*** Opening DATA FOR THE TASK ***

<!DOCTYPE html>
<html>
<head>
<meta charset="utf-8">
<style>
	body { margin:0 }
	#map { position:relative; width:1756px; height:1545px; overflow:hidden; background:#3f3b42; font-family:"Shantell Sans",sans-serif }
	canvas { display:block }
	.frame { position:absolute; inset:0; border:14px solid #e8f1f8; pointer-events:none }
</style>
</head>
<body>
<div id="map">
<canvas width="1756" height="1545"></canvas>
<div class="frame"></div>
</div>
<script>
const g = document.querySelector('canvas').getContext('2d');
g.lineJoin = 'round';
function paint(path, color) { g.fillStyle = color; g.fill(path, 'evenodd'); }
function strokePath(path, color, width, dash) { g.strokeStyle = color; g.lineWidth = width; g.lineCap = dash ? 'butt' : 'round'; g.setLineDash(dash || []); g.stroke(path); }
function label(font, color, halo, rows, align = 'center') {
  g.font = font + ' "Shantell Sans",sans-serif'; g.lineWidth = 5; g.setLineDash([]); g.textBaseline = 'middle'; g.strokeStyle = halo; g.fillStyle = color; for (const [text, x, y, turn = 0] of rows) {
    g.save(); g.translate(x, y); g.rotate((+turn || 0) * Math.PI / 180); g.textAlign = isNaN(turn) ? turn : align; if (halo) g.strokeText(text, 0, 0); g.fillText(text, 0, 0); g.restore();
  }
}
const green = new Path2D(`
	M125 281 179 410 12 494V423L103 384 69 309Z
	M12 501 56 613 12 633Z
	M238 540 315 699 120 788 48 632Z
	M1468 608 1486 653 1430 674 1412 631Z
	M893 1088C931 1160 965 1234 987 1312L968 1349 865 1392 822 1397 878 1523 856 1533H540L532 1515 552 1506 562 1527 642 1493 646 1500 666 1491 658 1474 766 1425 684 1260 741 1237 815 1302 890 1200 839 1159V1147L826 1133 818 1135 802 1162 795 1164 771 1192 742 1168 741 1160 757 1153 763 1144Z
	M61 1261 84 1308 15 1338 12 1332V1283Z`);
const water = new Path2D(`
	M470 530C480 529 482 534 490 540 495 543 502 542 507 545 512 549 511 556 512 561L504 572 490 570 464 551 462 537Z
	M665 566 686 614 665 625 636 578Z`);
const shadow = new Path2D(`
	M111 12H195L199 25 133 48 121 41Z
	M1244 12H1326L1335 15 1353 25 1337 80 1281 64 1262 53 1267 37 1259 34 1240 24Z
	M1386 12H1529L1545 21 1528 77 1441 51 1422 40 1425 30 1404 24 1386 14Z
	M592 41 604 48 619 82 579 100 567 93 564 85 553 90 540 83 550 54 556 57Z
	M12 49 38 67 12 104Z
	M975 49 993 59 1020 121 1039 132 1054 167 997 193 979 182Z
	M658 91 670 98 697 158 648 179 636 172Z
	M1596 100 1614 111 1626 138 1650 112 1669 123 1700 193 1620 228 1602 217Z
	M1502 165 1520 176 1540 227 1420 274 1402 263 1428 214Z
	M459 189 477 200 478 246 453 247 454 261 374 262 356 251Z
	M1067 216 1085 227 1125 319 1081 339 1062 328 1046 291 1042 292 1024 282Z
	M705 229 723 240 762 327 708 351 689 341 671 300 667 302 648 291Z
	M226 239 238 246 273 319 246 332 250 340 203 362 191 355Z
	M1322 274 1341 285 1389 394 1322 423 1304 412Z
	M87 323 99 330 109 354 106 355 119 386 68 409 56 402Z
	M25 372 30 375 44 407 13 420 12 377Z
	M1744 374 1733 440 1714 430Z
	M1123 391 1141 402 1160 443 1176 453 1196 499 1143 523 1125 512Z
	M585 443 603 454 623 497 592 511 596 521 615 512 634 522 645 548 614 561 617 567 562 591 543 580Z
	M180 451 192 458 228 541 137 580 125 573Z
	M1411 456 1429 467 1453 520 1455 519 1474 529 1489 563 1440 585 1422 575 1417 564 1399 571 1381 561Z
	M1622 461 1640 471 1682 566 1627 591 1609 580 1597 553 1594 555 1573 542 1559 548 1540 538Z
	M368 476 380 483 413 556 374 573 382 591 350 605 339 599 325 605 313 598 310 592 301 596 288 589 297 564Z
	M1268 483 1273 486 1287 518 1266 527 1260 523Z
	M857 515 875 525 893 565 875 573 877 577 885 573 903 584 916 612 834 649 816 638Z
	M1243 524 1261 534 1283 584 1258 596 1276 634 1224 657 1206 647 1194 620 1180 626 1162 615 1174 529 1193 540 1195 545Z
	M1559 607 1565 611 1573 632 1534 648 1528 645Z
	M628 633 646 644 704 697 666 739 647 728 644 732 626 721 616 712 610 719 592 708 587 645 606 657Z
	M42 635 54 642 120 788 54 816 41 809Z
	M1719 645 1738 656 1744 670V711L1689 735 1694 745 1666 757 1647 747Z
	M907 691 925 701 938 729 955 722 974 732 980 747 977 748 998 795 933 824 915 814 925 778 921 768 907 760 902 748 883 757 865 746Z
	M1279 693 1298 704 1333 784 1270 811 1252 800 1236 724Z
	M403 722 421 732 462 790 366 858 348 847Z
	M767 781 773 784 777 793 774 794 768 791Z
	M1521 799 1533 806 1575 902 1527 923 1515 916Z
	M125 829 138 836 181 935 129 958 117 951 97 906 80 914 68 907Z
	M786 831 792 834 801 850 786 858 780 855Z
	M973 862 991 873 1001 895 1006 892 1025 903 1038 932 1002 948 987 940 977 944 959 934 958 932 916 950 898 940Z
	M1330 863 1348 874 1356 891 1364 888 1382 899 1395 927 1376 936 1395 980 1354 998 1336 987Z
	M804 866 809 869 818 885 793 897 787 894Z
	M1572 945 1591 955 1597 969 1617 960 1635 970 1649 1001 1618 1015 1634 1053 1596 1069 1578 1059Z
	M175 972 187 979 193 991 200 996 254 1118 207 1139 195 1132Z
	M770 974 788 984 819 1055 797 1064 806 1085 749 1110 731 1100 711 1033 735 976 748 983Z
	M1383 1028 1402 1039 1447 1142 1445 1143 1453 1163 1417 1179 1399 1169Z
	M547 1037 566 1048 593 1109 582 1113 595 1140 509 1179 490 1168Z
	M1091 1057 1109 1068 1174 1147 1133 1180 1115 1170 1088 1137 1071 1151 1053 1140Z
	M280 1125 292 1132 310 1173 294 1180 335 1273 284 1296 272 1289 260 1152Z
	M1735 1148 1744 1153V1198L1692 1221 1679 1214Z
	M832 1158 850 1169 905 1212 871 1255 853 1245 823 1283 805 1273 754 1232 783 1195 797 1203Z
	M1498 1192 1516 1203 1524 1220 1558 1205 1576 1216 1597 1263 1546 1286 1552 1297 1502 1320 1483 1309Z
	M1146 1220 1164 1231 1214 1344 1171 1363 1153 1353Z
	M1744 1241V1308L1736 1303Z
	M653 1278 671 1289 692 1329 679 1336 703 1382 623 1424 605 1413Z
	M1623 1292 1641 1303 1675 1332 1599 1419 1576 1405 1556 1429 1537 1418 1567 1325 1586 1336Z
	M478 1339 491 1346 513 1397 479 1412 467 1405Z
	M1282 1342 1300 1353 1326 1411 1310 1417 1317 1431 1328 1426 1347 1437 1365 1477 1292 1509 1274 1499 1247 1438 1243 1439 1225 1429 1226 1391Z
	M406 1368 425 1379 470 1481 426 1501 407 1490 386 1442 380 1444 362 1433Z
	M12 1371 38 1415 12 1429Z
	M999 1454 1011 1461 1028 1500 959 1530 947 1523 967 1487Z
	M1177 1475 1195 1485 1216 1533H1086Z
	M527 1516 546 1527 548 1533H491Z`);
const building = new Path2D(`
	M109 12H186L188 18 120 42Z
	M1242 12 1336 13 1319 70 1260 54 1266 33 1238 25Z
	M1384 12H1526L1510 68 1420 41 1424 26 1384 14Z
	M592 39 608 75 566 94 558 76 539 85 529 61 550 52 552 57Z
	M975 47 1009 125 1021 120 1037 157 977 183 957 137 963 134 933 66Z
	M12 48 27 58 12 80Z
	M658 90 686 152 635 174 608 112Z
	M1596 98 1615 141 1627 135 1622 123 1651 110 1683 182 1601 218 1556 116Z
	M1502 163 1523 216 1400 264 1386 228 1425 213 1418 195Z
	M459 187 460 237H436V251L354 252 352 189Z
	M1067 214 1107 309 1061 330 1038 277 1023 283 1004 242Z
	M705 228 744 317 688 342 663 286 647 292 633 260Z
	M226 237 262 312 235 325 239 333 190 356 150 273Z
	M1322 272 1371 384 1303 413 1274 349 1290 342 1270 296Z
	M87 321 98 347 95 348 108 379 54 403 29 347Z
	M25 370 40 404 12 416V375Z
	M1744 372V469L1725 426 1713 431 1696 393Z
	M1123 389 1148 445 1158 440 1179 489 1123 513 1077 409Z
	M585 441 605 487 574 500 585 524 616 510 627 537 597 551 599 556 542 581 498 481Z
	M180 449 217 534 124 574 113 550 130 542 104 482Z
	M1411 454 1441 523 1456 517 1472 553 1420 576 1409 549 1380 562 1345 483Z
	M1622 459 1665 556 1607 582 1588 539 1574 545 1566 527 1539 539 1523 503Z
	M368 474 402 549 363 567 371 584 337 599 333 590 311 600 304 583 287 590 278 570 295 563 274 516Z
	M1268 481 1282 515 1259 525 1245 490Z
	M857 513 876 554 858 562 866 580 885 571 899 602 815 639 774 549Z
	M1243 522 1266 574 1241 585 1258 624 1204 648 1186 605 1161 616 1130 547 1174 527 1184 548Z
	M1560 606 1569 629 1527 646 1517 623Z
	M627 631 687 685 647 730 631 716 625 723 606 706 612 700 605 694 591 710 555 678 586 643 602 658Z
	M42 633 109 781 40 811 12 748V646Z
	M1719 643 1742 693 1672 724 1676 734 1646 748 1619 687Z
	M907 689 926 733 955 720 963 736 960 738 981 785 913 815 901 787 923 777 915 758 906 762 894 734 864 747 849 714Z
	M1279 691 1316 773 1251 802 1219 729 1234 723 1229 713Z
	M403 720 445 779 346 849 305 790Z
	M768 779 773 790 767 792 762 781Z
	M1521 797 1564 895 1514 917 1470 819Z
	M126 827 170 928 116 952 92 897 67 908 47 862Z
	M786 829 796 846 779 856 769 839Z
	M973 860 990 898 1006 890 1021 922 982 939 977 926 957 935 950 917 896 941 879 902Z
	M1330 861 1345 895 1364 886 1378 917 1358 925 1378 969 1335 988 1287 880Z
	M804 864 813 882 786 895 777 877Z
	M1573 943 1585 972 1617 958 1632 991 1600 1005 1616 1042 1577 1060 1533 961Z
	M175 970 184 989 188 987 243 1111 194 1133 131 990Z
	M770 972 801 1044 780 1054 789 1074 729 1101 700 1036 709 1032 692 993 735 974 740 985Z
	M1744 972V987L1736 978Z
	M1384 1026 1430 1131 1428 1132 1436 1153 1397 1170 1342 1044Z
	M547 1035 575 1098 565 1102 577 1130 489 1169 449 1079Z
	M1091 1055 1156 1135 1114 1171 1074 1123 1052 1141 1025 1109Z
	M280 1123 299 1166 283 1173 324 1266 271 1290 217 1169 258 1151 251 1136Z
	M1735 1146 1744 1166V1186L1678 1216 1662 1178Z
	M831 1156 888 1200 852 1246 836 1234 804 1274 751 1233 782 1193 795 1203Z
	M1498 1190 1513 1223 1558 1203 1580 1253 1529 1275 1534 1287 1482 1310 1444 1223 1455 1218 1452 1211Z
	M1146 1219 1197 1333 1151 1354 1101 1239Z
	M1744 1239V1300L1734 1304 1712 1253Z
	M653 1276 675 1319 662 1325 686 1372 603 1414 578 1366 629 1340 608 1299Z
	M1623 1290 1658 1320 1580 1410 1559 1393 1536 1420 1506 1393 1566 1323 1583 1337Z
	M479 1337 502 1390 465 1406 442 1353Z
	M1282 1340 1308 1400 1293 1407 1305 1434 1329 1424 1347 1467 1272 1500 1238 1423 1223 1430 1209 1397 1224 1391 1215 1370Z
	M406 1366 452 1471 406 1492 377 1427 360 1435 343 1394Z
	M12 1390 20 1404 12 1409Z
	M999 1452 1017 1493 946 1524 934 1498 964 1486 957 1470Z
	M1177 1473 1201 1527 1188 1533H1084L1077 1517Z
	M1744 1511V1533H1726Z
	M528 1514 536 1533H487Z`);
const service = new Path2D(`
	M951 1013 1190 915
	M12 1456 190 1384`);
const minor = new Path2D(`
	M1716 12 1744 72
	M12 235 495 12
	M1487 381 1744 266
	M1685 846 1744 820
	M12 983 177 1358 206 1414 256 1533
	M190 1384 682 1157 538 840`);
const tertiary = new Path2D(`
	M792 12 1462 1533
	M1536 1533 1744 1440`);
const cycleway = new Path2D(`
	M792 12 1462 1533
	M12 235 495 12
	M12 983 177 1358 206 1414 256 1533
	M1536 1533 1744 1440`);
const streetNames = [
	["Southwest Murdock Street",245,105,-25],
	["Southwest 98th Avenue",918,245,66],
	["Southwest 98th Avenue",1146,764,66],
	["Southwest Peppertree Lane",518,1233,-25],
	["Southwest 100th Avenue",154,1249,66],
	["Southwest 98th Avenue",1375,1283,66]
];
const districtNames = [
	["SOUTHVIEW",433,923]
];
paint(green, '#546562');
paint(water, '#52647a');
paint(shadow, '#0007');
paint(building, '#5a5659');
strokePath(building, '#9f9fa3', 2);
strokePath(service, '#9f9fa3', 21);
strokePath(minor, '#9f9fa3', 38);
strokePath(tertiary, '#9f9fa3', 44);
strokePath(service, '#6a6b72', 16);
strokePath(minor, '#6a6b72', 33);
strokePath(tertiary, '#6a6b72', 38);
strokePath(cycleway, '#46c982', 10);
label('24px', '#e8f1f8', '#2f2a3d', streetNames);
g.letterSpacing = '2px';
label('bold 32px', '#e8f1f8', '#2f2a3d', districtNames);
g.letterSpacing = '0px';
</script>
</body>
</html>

*** Closing DATA FOR THE TASK ***

» PROMPT: Only the lines that contain the string "halo" are to be copied from the records.

» EXERCISE RESPONSE:
function label(font, color, halo, rows, align = 'center') {
  g.font = font + ' "Shantell Sans",sans-serif'; g.lineWidth = 5; g.setLineDash([]); g.textBaseline = 'middle'; g.strokeStyle = halo; g.fillStyle = color; for (const [text, x, y, turn = 0] of rows) {
    g.save(); g.translate(x, y); g.rotate((+turn || 0) * Math.PI / 180); g.textAlign = isNaN(turn) ? turn : align; if (halo) g.strokeText(text, 0, 0); g.fillText(text, 0, 0); g.restore();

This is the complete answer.